## RECORDS SHOWN
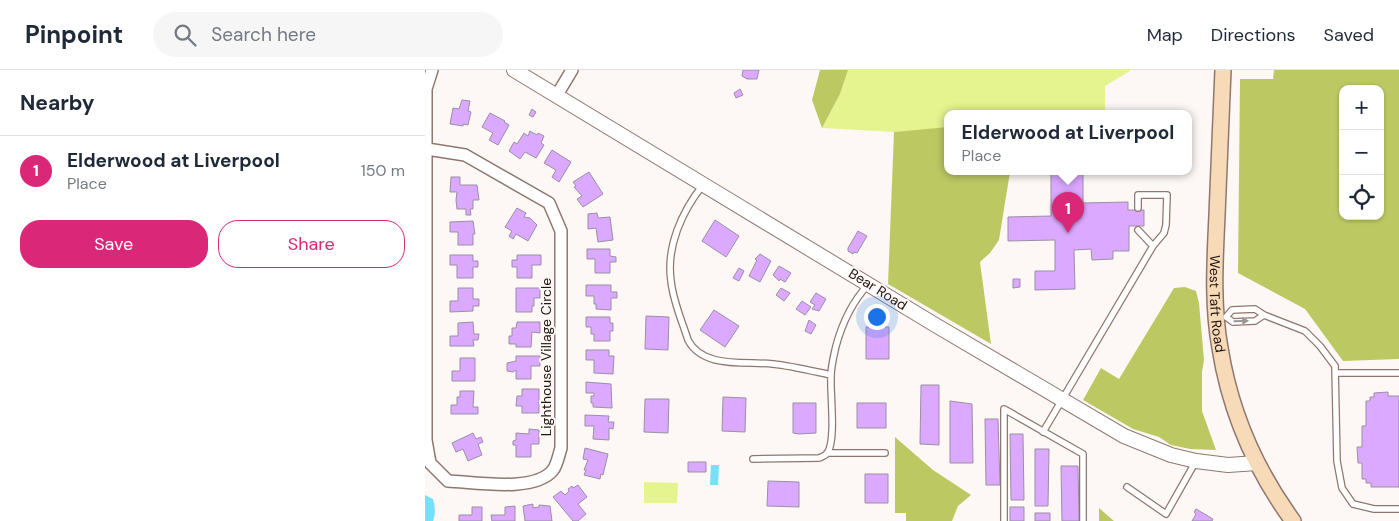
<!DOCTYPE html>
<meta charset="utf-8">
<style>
:root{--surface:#fff;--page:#f6f6f7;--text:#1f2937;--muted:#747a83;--line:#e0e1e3;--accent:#db2777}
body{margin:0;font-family:"DM Sans",sans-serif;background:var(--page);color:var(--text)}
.controls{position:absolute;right:15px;top:15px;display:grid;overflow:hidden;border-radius:10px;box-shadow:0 1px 4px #0004}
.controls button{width:45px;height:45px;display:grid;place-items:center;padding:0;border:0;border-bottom:1px solid var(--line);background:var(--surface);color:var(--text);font:25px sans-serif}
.you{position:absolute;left:451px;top:246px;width:18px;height:18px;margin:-12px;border:4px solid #fff;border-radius:50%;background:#1a73e8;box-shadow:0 0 0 8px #1a73e833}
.badge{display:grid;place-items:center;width:32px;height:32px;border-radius:50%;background:var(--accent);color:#fff;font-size:16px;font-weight:700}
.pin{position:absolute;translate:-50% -41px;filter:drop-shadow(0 1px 2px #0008)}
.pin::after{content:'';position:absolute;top:26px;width:18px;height:15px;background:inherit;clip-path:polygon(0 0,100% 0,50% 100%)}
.popup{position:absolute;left:519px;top:40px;width:248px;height:65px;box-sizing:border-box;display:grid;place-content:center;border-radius:10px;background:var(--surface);filter:drop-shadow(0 1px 4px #0005);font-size:16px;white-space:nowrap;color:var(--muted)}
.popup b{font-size:19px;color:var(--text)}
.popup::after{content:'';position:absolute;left:50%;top:100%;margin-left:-10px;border:10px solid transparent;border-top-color:var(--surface)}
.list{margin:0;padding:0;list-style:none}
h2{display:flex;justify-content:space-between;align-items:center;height:65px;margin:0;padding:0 20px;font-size:21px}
h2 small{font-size:16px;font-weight:400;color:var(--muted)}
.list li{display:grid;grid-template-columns:32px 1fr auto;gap:15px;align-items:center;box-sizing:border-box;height:70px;padding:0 20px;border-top:1px solid var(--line)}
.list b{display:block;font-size:19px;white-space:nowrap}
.list p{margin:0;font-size:16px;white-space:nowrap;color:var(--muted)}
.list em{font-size:16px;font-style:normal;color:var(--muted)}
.actions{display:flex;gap:10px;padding:15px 20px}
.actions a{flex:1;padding:11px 0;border:1px solid var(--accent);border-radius:20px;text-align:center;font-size:18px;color:var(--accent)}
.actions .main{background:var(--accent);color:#fff}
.icon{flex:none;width:28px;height:28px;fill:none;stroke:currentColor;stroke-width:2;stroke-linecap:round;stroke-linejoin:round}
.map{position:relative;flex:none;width:974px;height:451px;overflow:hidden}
header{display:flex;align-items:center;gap:30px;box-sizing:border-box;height:70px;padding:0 25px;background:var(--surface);border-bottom:1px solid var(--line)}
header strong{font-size:24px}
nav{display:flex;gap:28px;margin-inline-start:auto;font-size:18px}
.search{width:350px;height:45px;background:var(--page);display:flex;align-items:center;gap:12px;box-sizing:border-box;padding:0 18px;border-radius:28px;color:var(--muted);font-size:19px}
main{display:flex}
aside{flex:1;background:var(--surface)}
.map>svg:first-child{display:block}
.green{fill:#e5f48f}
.forest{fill:#bcc963;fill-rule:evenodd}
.water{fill:#77dff8}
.building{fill:#dba9ff;stroke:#9a8fa3}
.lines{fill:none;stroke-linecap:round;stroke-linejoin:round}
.service-casing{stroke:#8f776f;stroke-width:8}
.minor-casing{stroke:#8f776f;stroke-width:14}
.tertiary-casing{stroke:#8f776f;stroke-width:16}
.secondary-casing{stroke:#8f776f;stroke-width:18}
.service{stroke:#fff;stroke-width:5.5}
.minor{stroke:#fff;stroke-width:11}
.tertiary{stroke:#fff;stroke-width:14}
.secondary{stroke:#f7dbb8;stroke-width:15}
.oneway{fill:#9b9795}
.labels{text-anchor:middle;stroke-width:4;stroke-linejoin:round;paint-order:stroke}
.street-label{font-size:14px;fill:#201713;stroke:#fdf8f6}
</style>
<header>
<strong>Pinpoint</strong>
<div class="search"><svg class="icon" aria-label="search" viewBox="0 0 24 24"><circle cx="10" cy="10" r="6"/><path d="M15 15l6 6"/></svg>Search here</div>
<nav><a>Map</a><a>Directions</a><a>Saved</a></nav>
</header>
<main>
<aside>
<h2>Nearby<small></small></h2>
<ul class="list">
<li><span class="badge">1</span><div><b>Elderwood at Liverpool</b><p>Place</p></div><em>150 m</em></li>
</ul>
<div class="actions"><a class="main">Save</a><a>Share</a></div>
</aside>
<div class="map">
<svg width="974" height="451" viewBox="0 0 974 451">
<rect width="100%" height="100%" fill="#fdf8f6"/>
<path class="green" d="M423,0H705V1L680,16V44H523V57L521,58L469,62L397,58L415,24Z
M219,412L253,413L252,433H219Z"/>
<path class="forest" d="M395,0H423L415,24L397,58L387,30Z
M849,0H974V289L918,291L880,239L813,203L815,9H848ZM918,19H955V146H918Z
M523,57V102H585L574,170L565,183L555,192L566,274L463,214L469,62Z
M760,217L771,221L774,233L779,290L777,302V341L791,380L765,379L746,375L734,367L708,359L658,330L676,298L694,309L749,218Z
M470,367L508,400L546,425L533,436L527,451H481V443H470Z
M674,438L689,451H674Z"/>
<path class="water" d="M286,395H294L293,415H285Z
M0,425L8,429C10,436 11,443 8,451H0Z"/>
<path class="building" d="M318,0H334L332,9H322L317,6Z
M315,19L318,25L311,28L309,23Z
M37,30L45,31L43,41L46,42L43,55L38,54V56L25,54L28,38L34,39Z
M107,39L111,42L108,47L104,45Z
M65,43L80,51L79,52L84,55L73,75L64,70L68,63L57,57Z
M105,61L112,65L113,63L119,66L116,73L119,75L111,88L100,82L95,89L84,81L89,72L92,74L99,63L103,66Z
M127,80L146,92L134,112L127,107L131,100L119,93Z
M164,102L178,124L158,137L152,129L157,126L149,117L151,116L148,112Z
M626,102H658V133L703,132V140H719V156H704V181H688V189L667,190L666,179L649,180L650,219L610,220V201H630V170L583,171V147L626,146Z
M26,107H35V115H52L54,130H48V139H45L46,145H41V139H32L31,130L32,122H25Z
M92,138L101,143L99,147L105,148L112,155L103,171L91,164L88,169L84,166L87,161L80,157Z
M172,143L173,148L185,147L188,170L173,172L171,158L163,159V144Z
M290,150L314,166L301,187L277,171Z
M48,151L50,164H48V175H33V162H25V152Z
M433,161L442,166L432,183L429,182L428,184L423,181V178Z
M162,179H185V186L191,187V192H185V203H170V189H162Z
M335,184L346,191L335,212L324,206L332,190L330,189Z
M25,185H48V191H53V197H48V208H32V195H25Z
M92,185H116V195H107V208H92V197H87V190H92Z
M354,196L366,203L360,212L355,209L354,211L348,205Z
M314,198L319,201L314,211L308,208Z
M588,209H595V217L588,218Z
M161,215H186V222H192V228H186V240L171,239V234H169V226H161Z
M33,218H48V229H54V236H48V241L25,242V231H33Z
M91,218H115V228H109V236H107V242H91Z
M356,218L365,223L359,231L351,225Z
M391,223L401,229L394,241L387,239L390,235L385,232Z
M377,231L386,237L380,245L371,239Z
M289,240L314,256L300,277L275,260Z
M221,246L244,247L243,280L220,279Z
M161,247H185V253H188V261H185V271H169V264H166V257H161Z
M384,250L391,255L386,264L380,261Z
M48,252L49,264H54L53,270H48L49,276H25V266H33V253Z
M92,252H115V263L107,262L106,277H91V274H84V266H87V258H91Z
M441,257H464V289H441Z
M161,280H184V286H189L188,304L169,303V290H161Z
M91,286H115V296H106V309H91V300L88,302L82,301V293L91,291Z
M35,288H50V311H27V301H35Z
M161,312L186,314L187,338L168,337V333H166V326H169V323H161Z
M496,315H514V375L495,374Z
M97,319H114V343H97V336H91L92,326H97Z
M35,321H49L48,337H53V344H26V335H32V327H35Z
M963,322V326H974V417H946V413H941V409H937V393H933L932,377H937V356H941V331H945V327H949V323Z
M298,327L321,328L320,362L297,361Z
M220,329H244L243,363L219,362Z
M525,331L547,334L548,393H525Z
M368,333H391V363L374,364L368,363Z
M432,333H461V358H432Z
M160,345L184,346L183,352H189L188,359L184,358V370L168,369L169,356H160Z
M560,349H573L575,415H561Z
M104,359L114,360V374H106V387H91V375H88V371L91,370V363L104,364Z
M48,363L51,369L56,367L58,372L53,374L57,385L43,391L38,379L31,382L27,373Z
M585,364H598L599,430H586Z
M160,378L183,384L178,405L176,404L175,409L159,405L161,400H159L163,390L158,389Z
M610,379H624L623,436H610Z
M263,392H281V402H263Z
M636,396H653L654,451H637Z
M440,404H463V433H440Z
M343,411L374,412V437L342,436Z
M153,415L162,427L153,434L161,444L153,451H148L128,427L136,421L140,425L144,421L143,419L147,416L148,418Z
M108,434V438L114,437V435L125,436L127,451H100L98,436Z
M90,436V451H67L66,445H80V437Z
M47,437H57V451H34V445H47Z
M585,437H599V451H585Z
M771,439L788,449L787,451H767L771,444L769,442Z
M610,443H625V451H610Z"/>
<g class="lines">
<g class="service-casing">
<path id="service" d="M278,115C257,141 241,177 246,211C248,231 257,251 263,270C278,299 320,291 348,294C367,296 387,301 406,305
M713,160L728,176
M839,245L830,251L808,252L801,247L807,240L830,239L839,245L880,261L895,276L910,296L912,391L917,418L928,434L949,439H974
M910,303H974
M618,362L728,176L739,163L741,155L742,125H713V138
M402,383H460
M328,389L394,388C398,386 401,386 403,382C411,367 405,324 406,306C406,296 409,285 411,276C417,254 427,232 443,215
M702,417L741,444L771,391
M579,451V339L658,384V451"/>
</g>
<g class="minor-casing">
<path id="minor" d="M132,25L147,0
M2,79L40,85L124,133L136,161V378C134,384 132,395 128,400C110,423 49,412 23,411L5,393L1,370V19L7,0"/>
</g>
<g class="tertiary-casing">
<path id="tertiary" d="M89,0L512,256L699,366L746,385L771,391L803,395L832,393"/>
</g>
<g class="secondary-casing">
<g id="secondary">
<path id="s1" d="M798,0C796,48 794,96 792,145C790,189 787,234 795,278C805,341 830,399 868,451"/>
</g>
</g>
<use href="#service" class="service"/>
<use href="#minor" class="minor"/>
<use href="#tertiary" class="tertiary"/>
<use href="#secondary" class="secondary"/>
</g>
<defs><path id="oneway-solid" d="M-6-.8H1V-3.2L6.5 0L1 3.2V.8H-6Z" transform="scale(1.25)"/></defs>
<use class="oneway" href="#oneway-solid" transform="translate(816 251) rotate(-2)"/>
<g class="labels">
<g class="street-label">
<text transform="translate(453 219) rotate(32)" y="5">Bear Road</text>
<text dy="5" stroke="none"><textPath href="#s1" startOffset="234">West Taft Road</textPath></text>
<text transform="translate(121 287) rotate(-90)" y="5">Lighthouse Village Circle</text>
</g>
</g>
</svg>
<div class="controls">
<button>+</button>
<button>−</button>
<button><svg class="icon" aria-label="locate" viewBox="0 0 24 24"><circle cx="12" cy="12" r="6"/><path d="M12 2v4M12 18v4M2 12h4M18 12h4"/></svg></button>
</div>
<div class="you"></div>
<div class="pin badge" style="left:643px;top:163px">1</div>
<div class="popup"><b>Elderwood at Liverpool</b>Place</div>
</div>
</main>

## WHAT YOU ARE ASKED TO DO
Copy out every line of the records that the string "nowrap" appears in.

## EXERCISE ANSWER
.popup{position:absolute;left:519px;top:40px;width:248px;height:65px;box-sizing:border-box;display:grid;place-content:center;border-radius:10px;background:var(--surface);filter:drop-shadow(0 1px 4px #0005);font-size:16px;white-space:nowrap;color:var(--muted)}
.list b{display:block;font-size:19px;white-space:nowrap}
.list p{margin:0;font-size:16px;white-space:nowrap;color:var(--muted)}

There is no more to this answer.